After announcing its AI assistant Moshi in July, Kyutai has, as promised, released open-source models. The release includes several items: a technical report, weights for Moshi and its Mimi codec, and streaming inference code in PyTorch, Rust, and MLX.
According to the report, Moshi consists of three main components: Helium, a 7B language model; Mimi, a neural audio codec; and a new multi-stream architecture. The system can model real-time conversations with overlaps and gaps. Kyutai Labs provides two Moshi models with artificially generated voices. More details can be found in the published paper and the GitHub repository
OpenAI previously demonstrated this feature for GPT-4o but has not yet released it.
During the presentation, Kyutai CEO Patrick Perez explained that Moshi was developed by an eight-person team in just six months. What sets Moshi apart is its ability to speak and listen in real time. Kyutai claims that Moshi's theoretical latency is just 160 milliseconds, while in practice it ranges from 200 to 240 milliseconds.
Moshi's architecture is based on a new approach that Kyutai calls the "audio language model." Instead of converting speech to text in the usual way, this model heavily compresses audio data and treats it as pseudowords. This allows it to work directly with audio data and predict speech, making it a native multimodal model, similar to GPT-4o.

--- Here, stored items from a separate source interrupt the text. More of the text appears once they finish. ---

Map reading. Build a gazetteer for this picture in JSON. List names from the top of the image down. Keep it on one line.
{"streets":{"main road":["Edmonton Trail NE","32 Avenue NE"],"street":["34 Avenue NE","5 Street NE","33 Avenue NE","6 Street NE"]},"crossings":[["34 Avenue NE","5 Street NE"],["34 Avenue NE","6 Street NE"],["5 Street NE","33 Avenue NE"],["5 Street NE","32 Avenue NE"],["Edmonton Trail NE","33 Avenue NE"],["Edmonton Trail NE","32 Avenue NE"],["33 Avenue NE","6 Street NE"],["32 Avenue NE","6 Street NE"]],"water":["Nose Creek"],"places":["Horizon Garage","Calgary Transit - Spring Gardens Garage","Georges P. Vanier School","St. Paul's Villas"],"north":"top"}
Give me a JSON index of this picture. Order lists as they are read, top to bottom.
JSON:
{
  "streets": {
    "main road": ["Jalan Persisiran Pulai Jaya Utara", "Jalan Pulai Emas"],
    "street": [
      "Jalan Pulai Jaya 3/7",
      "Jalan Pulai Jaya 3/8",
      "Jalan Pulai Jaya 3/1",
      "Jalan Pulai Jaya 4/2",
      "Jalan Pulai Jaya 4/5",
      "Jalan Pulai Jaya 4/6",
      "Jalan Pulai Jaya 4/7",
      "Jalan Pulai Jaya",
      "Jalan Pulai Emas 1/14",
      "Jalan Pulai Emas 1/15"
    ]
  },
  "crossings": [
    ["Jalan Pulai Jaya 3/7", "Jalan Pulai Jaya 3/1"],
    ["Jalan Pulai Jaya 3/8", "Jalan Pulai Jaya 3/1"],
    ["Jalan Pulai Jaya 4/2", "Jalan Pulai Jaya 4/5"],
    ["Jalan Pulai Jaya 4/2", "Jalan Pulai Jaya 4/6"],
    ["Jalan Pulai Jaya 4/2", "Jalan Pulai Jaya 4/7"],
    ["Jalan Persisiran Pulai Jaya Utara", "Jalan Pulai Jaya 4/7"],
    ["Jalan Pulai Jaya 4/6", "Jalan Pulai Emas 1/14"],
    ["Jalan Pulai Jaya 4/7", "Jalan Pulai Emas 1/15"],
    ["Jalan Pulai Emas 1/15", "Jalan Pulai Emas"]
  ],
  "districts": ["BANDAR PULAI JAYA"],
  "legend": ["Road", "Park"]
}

First, a pure text model called Helium was trained. Then, combined training was performed with text and audio data. Synthetic dialogues were used to fine-tune the conversation.
Since the underlying language model has only 7 billion parameters, it exhibits the typical limitations of small models in dialogue. Nevertheless, the language capabilities and speed are impressive and indicate the potential when more powerful and larger modules are used in this technology.
To give Moshi a consistent voice, Kyutai worked with a voice actress named Alice. She recorded monologues and dialogue in a variety of styles, which were then used to train the speech synthesis system.
Kyutai sees huge potential in Moshi to change the way we communicate with machines. The company sees promising applications, especially in the area of accessibility for people with disabilities.